Robust and interpretable blind image denoising via bias-free convolutional neural networks
This addresses overfitting issues in denoising for computer vision applications, offering a robust and interpretable solution, though it is incremental as it modifies existing architectures.
The paper tackled the problem of blind image denoising by showing that bias-free convolutional neural networks generalize robustly across noise levels, achieving state-of-the-art performance within the training range and enabling interpretability through linear analysis.

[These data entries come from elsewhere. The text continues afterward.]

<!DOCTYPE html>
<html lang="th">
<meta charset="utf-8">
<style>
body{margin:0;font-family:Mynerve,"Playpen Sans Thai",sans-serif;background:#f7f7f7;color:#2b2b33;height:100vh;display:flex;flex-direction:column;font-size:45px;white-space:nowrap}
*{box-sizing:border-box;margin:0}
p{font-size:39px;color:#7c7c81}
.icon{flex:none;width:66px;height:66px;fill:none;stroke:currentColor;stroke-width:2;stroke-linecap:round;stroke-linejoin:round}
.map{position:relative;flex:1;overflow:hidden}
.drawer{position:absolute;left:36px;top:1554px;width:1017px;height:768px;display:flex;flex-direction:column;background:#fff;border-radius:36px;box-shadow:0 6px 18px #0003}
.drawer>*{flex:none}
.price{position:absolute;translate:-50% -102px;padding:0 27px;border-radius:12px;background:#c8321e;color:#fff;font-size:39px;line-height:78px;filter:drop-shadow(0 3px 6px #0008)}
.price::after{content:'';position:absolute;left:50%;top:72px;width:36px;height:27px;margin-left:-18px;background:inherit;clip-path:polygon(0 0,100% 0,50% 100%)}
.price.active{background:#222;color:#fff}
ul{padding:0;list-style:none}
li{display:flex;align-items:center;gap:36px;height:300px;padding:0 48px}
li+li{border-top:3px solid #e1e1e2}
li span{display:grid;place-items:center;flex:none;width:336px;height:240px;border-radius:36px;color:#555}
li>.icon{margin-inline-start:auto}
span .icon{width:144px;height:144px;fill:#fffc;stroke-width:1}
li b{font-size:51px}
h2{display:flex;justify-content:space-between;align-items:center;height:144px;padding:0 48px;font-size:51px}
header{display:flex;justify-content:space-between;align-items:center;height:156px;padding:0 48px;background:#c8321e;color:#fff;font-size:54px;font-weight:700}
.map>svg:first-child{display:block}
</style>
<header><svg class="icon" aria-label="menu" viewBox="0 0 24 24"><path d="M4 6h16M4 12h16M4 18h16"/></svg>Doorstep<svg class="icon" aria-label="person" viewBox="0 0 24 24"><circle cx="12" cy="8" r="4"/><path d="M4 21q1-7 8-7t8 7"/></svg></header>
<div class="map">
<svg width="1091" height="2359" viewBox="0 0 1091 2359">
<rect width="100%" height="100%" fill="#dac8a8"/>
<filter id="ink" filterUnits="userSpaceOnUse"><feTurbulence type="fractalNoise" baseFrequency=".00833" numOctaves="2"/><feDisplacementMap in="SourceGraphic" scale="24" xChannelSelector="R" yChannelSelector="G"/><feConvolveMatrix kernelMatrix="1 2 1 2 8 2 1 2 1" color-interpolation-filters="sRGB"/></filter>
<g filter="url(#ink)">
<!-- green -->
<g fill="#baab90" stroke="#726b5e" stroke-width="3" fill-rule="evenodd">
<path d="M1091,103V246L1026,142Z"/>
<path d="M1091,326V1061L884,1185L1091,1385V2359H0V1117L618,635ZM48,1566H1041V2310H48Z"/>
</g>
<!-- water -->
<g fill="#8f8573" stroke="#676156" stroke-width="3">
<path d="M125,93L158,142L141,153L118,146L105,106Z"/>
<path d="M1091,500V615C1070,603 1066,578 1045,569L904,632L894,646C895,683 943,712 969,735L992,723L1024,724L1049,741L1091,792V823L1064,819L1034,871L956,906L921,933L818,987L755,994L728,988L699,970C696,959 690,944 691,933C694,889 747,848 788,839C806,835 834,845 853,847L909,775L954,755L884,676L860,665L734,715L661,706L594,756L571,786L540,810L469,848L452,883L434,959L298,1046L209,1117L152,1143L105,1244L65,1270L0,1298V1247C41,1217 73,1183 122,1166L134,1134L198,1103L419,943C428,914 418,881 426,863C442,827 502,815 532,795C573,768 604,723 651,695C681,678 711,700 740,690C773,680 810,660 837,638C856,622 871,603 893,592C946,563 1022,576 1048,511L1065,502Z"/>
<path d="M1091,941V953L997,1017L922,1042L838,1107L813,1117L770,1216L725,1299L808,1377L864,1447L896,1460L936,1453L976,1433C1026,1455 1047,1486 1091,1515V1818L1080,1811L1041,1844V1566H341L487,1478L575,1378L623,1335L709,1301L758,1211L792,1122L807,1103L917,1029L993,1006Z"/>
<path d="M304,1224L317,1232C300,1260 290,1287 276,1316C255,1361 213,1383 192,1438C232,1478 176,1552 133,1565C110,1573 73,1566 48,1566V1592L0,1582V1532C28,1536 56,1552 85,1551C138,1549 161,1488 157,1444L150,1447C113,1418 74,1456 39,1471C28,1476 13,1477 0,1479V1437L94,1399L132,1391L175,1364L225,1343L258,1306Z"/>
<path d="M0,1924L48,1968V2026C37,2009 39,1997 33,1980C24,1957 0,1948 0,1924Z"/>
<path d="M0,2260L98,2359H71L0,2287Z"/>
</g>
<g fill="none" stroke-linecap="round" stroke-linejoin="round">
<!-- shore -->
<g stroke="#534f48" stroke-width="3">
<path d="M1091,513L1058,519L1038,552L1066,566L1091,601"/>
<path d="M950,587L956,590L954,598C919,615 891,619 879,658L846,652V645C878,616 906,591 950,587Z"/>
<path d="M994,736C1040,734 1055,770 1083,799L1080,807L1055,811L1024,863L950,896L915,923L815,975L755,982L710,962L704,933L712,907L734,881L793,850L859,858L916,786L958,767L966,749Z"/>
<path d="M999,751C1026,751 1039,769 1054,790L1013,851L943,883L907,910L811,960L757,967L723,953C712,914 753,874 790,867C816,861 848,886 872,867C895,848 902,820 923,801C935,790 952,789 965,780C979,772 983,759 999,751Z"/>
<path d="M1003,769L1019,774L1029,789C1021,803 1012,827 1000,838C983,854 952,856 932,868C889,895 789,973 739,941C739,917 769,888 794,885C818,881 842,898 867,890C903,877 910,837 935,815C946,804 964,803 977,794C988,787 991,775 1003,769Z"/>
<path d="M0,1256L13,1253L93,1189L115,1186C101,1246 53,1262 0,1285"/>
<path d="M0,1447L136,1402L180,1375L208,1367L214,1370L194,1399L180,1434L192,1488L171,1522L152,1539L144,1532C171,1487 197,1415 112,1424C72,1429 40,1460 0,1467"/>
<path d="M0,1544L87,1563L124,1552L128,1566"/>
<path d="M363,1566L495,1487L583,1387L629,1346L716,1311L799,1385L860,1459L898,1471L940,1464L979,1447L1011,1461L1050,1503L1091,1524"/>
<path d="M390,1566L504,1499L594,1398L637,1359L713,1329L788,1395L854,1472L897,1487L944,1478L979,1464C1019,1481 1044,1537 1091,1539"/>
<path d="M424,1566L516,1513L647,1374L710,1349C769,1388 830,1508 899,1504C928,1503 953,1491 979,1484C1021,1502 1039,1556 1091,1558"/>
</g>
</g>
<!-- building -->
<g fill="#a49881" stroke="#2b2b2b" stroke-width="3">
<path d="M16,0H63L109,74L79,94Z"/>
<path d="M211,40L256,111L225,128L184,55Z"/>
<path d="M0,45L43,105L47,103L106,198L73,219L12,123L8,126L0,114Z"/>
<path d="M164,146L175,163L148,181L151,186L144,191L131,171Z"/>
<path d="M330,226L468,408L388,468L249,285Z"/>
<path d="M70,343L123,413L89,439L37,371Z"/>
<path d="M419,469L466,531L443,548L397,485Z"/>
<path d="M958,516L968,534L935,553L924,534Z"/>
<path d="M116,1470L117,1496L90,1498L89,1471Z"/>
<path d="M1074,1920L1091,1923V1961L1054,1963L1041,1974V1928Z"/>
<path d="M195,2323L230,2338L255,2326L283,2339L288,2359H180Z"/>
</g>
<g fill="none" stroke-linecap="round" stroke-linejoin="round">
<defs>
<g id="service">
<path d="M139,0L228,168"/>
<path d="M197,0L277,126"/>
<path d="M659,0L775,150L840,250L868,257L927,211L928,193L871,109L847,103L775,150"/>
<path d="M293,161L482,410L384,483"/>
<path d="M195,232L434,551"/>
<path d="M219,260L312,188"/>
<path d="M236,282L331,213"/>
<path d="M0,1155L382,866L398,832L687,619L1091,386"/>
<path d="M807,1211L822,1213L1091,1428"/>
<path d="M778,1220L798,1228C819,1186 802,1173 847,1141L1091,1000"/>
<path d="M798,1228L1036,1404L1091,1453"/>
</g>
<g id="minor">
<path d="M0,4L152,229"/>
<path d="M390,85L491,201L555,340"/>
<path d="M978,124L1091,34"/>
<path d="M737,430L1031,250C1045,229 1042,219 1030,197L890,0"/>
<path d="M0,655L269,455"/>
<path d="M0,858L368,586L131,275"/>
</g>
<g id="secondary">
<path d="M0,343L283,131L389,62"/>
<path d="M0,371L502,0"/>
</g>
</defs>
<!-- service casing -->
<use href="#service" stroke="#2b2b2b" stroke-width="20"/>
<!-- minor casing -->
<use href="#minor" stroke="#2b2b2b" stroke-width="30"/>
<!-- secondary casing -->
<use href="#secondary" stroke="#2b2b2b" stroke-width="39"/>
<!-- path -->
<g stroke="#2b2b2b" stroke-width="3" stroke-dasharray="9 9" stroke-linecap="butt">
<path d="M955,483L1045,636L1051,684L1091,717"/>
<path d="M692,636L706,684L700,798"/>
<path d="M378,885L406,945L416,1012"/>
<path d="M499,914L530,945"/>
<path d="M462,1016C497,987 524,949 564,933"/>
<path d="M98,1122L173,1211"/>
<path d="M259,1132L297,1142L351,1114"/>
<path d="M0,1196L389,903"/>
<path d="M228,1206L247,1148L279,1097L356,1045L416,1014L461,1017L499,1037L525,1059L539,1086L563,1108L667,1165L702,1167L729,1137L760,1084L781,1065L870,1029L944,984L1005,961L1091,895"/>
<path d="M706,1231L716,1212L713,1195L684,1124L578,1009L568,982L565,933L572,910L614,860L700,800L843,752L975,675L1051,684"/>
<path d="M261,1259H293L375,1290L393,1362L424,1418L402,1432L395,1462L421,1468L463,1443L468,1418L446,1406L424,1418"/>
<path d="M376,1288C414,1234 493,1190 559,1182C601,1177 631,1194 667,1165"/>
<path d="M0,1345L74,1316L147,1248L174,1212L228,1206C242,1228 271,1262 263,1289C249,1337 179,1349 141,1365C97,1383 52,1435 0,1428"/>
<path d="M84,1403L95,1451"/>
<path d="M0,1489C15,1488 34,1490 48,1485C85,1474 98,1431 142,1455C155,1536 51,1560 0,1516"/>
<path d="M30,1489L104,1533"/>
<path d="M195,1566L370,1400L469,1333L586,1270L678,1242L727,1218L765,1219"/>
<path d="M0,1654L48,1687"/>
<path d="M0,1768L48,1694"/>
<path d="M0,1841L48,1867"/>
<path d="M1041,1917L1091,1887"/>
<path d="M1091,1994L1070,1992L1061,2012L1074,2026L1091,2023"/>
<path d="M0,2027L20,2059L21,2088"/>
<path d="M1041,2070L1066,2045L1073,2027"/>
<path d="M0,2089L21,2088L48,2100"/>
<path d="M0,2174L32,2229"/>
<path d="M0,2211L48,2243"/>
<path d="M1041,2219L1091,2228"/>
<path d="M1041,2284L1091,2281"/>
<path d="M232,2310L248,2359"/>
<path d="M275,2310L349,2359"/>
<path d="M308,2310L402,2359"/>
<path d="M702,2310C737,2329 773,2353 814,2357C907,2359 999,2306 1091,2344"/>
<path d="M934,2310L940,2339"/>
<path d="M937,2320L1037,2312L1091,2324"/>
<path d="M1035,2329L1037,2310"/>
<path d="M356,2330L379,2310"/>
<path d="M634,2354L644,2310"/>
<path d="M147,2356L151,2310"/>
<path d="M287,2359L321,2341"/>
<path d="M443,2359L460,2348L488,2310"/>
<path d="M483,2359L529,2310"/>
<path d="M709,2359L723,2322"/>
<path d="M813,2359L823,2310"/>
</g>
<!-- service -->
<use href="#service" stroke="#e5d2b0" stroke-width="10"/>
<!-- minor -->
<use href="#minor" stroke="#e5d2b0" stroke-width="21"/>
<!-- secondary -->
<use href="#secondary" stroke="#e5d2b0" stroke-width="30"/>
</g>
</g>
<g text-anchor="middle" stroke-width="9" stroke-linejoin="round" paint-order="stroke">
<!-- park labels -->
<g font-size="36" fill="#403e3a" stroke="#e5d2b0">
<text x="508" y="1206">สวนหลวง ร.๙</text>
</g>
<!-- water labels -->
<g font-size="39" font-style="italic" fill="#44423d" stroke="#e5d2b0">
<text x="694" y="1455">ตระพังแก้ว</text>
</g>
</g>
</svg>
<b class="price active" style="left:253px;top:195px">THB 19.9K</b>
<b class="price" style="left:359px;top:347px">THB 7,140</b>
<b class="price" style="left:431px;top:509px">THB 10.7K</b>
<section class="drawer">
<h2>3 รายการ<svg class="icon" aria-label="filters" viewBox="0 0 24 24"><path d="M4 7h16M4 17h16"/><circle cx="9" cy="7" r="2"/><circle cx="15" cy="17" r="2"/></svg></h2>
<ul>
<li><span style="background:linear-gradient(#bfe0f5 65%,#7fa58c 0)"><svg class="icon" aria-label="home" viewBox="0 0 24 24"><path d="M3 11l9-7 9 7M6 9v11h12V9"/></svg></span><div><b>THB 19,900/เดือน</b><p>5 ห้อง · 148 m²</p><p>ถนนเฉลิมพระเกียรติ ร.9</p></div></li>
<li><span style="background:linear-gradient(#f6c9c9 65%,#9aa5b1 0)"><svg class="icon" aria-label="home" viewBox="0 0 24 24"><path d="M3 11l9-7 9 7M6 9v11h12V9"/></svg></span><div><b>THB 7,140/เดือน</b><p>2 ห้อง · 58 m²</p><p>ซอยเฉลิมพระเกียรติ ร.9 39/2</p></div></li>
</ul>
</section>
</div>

Deep convolutional networks often append additive constant ("bias") terms to their convolution operations, enabling a richer repertoire of functional mappings. Biases are also used to facilitate training, by subtracting mean response over batches of training images (a component of "batch normalization"). Recent state-of-the-art blind denoising methods (e.g., DnCNN) seem to require these terms for their success. Here, however, we show that these networks systematically overfit the noise levels for which they are trained: when deployed at noise levels outside the training range, performance degrades dramatically. In contrast, a bias-free architecture -- obtained by removing the constant terms in every layer of the network, including those used for batch normalization-- generalizes robustly across noise levels, while preserving state-of-the-art performance within the training range. Locally, the bias-free network acts linearly on the noisy image, enabling direct analysis of network behavior via standard linear-algebraic tools. These analyses provide interpretations of network functionality in terms of nonlinear adaptive filtering, and projection onto a union of low-dimensional subspaces, connecting the learning-based method to more traditional denoising methodology.